**Entries supplied:**
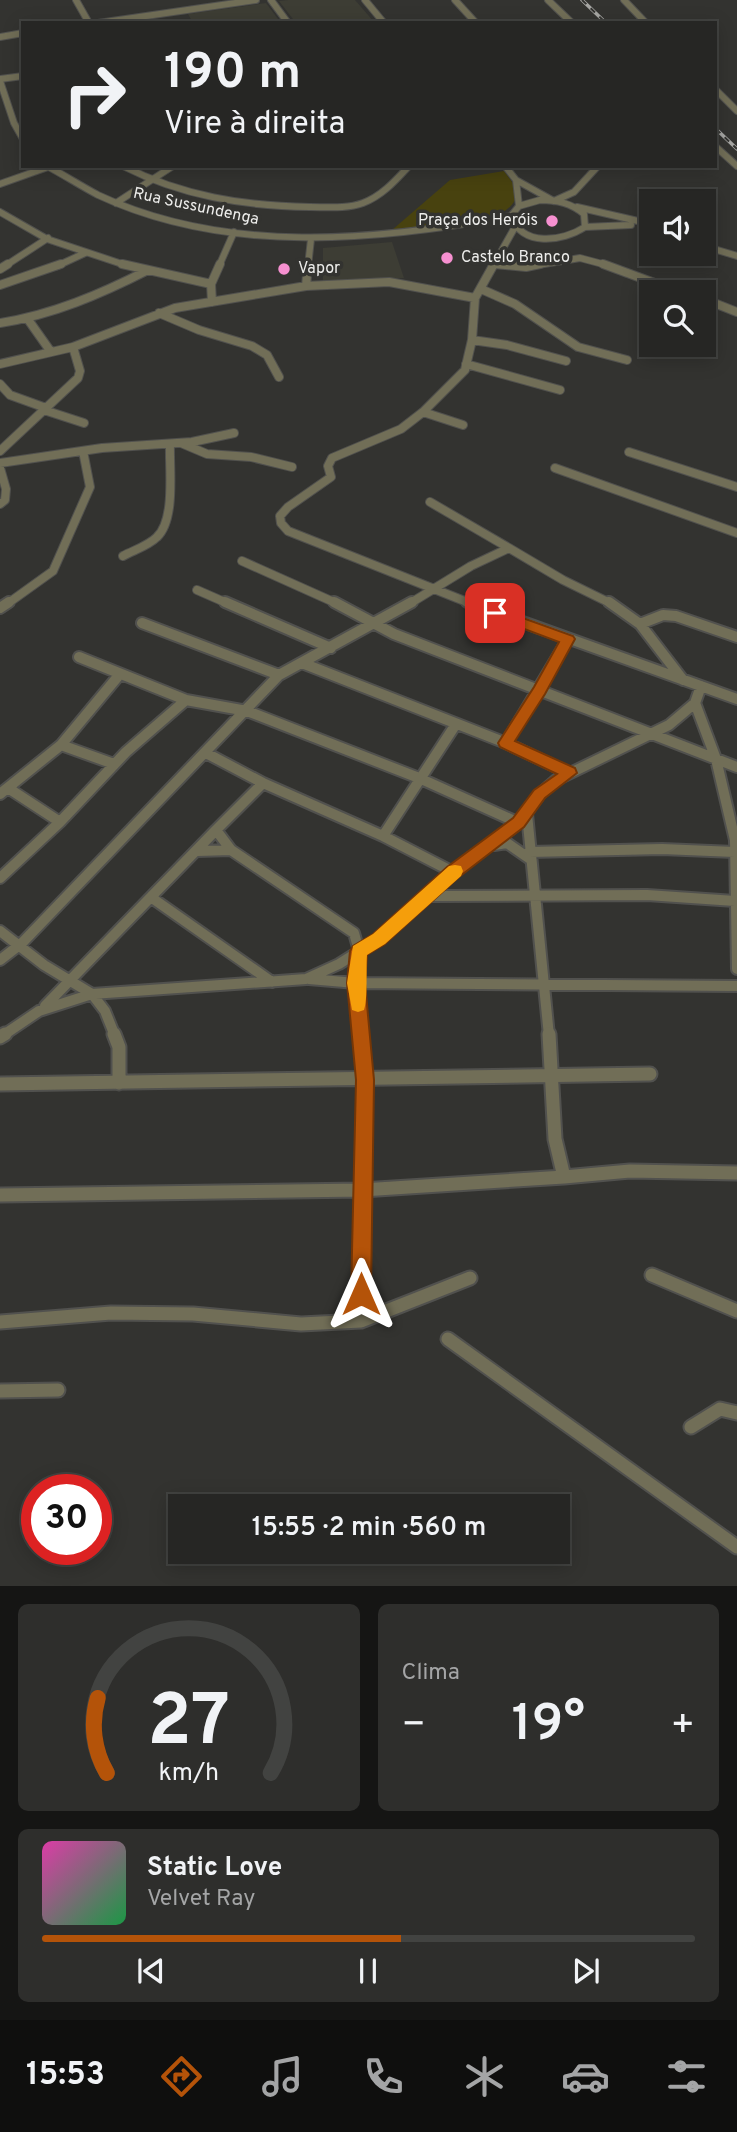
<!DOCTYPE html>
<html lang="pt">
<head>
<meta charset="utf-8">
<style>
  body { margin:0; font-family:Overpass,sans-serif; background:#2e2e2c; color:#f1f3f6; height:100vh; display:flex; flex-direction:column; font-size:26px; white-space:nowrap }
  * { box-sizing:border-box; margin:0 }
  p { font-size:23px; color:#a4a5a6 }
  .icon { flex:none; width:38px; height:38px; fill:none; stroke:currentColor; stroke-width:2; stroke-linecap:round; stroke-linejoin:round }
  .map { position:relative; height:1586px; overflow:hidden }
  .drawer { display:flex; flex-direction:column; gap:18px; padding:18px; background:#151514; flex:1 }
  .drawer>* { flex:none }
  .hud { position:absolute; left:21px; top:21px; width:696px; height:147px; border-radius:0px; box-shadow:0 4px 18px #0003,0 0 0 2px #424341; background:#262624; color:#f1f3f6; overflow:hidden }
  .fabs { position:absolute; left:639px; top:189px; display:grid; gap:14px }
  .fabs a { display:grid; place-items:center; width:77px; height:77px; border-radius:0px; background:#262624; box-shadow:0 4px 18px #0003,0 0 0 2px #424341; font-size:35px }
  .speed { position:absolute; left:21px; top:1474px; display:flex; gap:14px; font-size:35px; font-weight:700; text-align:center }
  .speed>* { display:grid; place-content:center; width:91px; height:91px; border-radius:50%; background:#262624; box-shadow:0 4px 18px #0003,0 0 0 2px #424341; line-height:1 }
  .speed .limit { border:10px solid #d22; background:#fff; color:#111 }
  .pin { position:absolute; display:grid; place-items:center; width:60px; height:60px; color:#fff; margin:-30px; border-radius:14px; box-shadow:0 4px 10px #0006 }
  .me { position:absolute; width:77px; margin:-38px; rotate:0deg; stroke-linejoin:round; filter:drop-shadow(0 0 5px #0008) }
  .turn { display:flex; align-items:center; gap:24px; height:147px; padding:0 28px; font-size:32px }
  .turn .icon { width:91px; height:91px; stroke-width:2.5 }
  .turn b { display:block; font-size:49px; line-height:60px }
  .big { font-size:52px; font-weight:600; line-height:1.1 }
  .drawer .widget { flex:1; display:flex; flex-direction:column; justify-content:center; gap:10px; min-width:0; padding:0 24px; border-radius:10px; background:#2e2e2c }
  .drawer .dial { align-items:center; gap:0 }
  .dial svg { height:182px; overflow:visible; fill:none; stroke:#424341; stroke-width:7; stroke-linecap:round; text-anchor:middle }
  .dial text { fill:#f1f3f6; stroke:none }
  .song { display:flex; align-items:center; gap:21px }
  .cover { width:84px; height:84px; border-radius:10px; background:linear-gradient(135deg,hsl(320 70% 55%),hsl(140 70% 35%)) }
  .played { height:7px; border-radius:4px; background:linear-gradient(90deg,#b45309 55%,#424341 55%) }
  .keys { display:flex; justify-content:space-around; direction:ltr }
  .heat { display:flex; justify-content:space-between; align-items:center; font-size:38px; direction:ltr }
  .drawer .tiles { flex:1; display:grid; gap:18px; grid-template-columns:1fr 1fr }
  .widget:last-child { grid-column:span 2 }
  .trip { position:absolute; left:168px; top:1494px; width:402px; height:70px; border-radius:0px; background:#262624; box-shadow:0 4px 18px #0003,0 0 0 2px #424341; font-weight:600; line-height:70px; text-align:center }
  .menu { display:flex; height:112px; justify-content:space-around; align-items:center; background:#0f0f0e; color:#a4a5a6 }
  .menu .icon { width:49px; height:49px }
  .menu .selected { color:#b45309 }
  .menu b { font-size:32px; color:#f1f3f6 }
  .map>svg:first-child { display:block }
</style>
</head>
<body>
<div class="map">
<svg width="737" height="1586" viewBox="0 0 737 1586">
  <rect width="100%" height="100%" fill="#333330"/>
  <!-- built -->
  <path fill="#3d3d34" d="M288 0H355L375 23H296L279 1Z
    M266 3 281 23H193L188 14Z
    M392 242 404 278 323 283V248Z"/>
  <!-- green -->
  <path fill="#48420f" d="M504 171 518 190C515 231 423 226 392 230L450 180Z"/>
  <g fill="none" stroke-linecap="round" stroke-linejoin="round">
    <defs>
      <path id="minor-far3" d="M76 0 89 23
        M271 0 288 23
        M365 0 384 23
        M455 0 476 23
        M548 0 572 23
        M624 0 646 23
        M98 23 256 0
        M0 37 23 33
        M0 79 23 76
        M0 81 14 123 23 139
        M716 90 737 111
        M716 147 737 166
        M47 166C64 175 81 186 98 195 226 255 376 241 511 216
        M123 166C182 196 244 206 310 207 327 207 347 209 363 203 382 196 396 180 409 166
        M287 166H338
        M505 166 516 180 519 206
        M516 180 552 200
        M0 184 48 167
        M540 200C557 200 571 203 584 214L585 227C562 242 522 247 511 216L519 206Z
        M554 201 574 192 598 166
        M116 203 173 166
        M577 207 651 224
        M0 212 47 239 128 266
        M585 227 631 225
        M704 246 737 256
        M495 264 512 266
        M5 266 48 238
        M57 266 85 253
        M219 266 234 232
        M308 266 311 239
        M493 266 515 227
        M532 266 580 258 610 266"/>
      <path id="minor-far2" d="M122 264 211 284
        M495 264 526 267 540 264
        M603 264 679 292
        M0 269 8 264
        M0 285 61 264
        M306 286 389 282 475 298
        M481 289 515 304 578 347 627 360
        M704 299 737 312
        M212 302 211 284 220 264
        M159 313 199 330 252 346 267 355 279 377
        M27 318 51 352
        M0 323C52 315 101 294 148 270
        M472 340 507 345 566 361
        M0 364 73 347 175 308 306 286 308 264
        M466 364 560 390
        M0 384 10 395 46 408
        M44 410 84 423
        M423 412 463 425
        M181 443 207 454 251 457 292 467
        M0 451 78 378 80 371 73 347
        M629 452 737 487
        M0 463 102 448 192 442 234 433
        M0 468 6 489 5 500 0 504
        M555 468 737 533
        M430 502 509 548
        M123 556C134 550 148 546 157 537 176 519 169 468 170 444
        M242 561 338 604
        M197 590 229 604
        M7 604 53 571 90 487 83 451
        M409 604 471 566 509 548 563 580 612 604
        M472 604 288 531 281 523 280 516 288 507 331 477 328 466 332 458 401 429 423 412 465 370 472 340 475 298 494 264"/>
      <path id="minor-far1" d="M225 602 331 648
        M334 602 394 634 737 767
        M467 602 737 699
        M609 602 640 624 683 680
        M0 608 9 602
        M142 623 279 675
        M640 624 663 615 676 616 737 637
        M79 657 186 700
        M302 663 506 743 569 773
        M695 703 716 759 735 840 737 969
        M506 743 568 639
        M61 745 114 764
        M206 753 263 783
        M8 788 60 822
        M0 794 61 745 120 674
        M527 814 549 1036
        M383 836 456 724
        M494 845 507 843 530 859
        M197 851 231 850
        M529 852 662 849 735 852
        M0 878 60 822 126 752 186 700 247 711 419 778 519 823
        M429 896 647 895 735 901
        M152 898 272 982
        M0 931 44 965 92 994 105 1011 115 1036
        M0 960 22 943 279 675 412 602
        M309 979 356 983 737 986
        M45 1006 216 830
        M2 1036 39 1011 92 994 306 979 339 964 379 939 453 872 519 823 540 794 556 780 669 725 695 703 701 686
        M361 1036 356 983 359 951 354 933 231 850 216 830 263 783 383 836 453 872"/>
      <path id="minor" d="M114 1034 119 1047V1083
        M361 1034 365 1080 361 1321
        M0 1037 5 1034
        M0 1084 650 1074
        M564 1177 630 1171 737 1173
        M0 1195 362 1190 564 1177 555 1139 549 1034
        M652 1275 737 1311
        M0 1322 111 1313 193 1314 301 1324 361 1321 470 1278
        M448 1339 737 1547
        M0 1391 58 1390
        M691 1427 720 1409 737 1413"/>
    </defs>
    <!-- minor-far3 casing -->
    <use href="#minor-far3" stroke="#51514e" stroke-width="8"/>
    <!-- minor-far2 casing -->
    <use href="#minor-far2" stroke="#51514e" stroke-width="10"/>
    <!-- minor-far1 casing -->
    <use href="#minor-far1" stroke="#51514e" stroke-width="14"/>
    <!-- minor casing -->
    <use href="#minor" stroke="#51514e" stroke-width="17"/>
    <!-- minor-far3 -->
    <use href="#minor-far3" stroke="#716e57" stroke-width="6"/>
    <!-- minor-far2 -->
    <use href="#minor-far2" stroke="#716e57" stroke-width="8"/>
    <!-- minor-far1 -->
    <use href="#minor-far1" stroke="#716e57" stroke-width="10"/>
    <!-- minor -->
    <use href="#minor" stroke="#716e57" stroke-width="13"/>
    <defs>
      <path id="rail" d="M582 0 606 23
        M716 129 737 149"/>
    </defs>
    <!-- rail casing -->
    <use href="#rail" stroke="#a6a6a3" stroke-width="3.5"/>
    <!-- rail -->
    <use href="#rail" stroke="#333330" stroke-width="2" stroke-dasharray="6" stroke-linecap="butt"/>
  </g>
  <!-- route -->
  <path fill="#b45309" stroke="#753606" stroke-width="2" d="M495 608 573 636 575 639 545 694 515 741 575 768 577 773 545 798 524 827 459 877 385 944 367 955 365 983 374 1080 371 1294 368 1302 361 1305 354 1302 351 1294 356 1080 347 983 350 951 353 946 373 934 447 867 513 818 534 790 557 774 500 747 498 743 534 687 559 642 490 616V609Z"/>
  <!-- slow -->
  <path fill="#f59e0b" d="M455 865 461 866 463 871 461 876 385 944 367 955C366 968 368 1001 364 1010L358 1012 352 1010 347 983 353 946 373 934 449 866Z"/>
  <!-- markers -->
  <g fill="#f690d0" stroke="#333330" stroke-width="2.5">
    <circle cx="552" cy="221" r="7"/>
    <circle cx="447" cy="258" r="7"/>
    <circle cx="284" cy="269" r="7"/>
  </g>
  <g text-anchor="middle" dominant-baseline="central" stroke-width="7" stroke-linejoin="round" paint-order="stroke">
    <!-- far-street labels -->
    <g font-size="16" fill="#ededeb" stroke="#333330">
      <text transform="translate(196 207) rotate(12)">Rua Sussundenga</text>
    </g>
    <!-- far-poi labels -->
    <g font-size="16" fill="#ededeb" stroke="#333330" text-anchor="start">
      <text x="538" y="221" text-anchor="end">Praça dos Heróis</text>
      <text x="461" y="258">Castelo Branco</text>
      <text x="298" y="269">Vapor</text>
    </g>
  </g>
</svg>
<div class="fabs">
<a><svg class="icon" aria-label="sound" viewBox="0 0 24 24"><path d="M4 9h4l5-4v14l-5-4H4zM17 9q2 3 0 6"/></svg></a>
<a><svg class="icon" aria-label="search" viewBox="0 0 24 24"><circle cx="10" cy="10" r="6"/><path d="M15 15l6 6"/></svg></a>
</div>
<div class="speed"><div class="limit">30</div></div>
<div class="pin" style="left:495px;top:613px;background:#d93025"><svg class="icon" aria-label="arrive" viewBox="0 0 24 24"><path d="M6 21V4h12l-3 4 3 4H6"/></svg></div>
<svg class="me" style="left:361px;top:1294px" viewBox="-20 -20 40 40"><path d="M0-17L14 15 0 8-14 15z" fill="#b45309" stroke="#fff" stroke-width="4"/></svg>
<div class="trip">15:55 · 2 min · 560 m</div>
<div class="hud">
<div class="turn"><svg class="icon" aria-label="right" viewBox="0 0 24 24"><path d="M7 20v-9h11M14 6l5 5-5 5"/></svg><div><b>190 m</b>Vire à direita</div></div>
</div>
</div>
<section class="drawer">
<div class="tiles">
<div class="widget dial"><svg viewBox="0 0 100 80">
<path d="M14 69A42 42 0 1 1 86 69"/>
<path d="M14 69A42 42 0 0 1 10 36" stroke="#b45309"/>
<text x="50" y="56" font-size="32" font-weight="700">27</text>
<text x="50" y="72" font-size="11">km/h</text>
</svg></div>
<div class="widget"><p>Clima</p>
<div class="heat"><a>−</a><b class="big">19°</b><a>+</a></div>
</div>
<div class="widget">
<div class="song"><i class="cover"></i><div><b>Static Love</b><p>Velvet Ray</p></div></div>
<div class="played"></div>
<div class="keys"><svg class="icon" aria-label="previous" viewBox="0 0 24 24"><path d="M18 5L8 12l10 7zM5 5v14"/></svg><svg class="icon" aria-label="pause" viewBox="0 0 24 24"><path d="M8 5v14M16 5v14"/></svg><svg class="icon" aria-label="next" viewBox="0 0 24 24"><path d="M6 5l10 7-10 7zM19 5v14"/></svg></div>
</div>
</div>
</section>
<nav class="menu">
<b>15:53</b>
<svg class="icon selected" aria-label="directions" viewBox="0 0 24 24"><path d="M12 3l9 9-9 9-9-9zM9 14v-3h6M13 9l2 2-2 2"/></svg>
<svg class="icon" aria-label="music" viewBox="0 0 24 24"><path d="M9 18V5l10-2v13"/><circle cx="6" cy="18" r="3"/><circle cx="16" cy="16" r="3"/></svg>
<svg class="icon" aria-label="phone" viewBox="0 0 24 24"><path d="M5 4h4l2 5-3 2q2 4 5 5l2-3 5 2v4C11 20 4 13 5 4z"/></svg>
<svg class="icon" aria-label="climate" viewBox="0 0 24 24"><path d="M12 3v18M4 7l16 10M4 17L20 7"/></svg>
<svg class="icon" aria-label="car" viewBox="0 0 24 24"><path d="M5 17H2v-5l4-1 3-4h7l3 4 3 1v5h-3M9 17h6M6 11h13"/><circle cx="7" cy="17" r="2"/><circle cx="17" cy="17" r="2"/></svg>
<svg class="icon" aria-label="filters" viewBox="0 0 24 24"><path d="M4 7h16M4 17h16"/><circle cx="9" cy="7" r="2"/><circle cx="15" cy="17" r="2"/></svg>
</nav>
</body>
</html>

**Assigned task:** From the data above, gather every line that includes the word "limit".

**Solution to this task:**
  .speed .limit { border:10px solid #d22; background:#fff; color:#111 }
<div class="speed"><div class="limit">30</div></div>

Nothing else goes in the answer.